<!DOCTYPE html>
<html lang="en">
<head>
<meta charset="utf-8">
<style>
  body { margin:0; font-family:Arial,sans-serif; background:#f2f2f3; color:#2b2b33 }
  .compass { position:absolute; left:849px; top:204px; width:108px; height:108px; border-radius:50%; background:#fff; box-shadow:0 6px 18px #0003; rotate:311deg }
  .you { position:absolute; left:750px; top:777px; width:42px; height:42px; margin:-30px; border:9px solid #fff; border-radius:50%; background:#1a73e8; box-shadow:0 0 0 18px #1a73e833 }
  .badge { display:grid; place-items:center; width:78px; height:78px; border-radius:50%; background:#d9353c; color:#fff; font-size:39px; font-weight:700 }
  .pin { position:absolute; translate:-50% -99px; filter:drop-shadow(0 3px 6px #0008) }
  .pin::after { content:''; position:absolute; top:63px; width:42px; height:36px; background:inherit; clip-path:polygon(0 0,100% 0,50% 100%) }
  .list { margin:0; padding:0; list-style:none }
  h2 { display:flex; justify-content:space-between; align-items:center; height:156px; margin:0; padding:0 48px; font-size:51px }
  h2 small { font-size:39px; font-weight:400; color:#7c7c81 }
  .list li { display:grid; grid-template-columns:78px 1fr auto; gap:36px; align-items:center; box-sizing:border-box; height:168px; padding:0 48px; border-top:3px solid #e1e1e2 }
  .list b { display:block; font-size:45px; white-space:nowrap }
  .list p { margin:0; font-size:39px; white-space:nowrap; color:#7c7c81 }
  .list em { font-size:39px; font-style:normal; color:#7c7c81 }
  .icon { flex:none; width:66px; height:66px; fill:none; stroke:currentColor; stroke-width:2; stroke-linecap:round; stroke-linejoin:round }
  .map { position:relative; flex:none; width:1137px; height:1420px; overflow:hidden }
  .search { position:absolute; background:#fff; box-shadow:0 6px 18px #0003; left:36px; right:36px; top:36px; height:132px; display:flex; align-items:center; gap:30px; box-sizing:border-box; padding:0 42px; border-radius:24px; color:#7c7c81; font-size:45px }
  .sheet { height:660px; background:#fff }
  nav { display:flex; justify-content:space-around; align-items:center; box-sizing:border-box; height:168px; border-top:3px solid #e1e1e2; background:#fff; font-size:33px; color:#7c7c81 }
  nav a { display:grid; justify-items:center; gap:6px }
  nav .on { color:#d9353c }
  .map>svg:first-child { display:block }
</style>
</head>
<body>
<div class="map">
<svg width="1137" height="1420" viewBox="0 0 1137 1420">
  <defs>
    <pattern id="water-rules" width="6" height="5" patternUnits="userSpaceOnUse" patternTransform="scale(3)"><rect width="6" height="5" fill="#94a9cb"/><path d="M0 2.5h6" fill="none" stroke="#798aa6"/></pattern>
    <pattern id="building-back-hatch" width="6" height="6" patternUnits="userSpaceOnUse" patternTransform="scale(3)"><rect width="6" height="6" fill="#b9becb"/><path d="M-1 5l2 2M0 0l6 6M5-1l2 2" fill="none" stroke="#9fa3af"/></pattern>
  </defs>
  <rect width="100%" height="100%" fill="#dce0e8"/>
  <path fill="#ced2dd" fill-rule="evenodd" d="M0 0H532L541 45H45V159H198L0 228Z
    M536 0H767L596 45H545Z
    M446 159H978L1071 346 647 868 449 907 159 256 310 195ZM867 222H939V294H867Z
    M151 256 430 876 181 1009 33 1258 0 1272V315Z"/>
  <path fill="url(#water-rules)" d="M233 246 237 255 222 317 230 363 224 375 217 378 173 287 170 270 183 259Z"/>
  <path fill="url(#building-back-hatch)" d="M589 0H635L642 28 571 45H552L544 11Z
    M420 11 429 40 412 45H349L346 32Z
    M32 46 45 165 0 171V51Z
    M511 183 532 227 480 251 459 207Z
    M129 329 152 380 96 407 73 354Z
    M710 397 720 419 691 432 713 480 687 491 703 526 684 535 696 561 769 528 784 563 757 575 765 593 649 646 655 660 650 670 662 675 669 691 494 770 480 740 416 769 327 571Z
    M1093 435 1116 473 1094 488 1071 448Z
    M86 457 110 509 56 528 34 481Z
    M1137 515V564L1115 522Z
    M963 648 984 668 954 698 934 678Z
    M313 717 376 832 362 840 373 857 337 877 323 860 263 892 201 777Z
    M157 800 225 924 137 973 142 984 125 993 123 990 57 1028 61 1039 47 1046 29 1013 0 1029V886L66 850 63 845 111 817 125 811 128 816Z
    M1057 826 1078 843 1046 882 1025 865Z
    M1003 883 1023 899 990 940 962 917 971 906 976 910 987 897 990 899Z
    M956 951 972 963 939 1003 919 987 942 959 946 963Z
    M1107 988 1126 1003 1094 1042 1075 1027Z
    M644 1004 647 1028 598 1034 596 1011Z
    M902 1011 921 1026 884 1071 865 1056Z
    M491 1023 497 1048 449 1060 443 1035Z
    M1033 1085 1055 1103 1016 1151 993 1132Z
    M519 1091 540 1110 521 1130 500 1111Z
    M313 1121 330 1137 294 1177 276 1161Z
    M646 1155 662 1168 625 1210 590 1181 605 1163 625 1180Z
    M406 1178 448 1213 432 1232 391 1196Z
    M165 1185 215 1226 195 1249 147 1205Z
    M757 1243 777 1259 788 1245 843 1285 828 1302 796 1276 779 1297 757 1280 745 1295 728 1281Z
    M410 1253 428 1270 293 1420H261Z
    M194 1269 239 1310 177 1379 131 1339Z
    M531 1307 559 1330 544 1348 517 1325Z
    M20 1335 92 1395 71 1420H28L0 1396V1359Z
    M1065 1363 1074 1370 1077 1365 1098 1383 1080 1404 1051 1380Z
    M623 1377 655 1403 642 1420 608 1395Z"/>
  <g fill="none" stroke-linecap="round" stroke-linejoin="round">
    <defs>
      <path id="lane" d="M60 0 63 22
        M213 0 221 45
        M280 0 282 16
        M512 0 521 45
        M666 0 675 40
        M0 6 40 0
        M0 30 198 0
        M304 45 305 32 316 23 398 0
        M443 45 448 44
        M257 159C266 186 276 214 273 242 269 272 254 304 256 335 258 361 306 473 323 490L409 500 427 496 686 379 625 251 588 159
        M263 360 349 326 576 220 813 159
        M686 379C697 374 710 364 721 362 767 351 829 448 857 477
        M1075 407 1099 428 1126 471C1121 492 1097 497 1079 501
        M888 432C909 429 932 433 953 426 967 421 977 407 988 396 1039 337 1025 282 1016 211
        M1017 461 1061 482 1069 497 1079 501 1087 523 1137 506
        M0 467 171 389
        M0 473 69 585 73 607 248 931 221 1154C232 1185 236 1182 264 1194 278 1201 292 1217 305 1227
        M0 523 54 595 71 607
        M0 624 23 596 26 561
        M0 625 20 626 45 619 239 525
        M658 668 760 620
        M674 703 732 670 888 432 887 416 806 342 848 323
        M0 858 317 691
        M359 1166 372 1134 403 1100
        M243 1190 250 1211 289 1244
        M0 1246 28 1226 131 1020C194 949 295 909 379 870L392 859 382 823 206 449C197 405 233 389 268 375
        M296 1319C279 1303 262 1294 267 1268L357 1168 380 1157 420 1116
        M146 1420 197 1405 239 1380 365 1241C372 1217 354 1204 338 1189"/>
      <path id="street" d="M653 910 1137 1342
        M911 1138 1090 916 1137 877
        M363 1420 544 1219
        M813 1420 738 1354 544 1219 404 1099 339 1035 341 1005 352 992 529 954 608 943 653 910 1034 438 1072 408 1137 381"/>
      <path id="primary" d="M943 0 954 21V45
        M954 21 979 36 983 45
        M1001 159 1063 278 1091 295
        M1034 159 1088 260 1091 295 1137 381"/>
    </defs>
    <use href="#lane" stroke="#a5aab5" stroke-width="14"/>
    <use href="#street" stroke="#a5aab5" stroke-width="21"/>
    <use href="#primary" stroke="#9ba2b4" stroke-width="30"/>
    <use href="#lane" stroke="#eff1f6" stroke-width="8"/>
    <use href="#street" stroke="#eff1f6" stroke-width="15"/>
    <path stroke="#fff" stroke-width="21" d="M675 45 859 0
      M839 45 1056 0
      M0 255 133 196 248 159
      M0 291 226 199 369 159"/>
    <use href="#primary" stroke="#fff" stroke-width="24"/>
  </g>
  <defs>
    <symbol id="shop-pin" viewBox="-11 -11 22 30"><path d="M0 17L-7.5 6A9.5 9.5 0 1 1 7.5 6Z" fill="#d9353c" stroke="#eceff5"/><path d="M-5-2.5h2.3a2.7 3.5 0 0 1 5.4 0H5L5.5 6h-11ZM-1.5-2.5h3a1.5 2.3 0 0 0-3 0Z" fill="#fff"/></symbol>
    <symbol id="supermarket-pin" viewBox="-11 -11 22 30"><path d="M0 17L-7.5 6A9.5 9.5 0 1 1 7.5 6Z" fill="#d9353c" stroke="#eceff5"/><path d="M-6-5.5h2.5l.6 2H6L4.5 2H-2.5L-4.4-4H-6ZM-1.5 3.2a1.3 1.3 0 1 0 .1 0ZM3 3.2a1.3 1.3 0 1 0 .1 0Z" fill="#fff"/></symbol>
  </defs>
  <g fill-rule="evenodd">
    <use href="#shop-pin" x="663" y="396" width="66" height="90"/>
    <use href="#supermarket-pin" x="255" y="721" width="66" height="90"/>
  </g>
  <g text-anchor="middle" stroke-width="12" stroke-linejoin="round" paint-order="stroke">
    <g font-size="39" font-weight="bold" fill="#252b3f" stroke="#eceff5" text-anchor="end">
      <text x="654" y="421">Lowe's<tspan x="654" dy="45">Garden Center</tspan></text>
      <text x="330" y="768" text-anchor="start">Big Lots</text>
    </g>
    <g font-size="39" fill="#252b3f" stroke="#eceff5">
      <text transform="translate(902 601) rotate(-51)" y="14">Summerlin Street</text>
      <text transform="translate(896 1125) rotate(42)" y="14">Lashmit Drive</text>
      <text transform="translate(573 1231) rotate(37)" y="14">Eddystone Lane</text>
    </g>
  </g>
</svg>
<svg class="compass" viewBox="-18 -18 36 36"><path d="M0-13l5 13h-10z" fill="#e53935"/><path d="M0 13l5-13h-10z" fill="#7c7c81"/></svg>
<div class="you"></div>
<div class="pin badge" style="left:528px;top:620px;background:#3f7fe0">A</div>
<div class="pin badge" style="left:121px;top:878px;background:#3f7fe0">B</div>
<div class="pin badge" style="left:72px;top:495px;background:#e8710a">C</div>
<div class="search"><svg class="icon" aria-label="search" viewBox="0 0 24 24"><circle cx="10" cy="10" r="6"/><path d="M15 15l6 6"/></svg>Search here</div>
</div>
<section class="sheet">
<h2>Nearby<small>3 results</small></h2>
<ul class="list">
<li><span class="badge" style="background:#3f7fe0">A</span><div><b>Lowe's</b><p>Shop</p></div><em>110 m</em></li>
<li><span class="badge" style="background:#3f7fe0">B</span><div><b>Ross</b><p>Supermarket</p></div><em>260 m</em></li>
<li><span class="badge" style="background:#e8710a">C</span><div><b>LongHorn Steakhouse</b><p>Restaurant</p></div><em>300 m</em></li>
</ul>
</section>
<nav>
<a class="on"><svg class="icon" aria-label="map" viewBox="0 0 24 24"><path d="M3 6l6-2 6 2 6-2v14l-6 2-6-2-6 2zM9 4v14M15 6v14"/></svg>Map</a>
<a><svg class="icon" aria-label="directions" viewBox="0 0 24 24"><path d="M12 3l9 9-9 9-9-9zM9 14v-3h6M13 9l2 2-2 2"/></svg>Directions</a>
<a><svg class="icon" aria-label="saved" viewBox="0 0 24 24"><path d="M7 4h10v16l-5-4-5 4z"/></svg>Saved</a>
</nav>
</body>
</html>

▶ **WORK TO COMPLETE**: Go back to the listing above. Copy word for word the lines from the one with "M902 1011 921 1026 884 1071 865 1056Z" through the one with "M443 45 448 44", and nothing more.

▶ **ANSWER TO THE EXERCISE**:
    M902 1011 921 1026 884 1071 865 1056Z
    M491 1023 497 1048 449 1060 443 1035Z
    M1033 1085 1055 1103 1016 1151 993 1132Z
    M519 1091 540 1110 521 1130 500 1111Z
    M313 1121 330 1137 294 1177 276 1161Z
    M646 1155 662 1168 625 1210 590 1181 605 1163 625 1180Z
    M406 1178 448 1213 432 1232 391 1196Z
    M165 1185 215 1226 195 1249 147 1205Z
    M757 1243 777 1259 788 1245 843 1285 828 1302 796 1276 779 1297 757 1280 745 1295 728 1281Z
    M410 1253 428 1270 293 1420H261Z
    M194 1269 239 1310 177 1379 131 1339Z
    M531 1307 559 1330 544 1348 517 1325Z
    M20 1335 92 1395 71 1420H28L0 1396V1359Z
    M1065 1363 1074 1370 1077 1365 1098 1383 1080 1404 1051 1380Z
    M623 1377 655 1403 642 1420 608 1395Z"/>
  <g fill="none" stroke-linecap="round" stroke-linejoin="round">
    <defs>
      <path id="lane" d="M60 0 63 22
        M213 0 221 45
        M280 0 282 16
        M512 0 521 45
        M666 0 675 40
        M0 6 40 0
        M0 30 198 0
        M304 45 305 32 316 23 398 0
        M443 45 448 44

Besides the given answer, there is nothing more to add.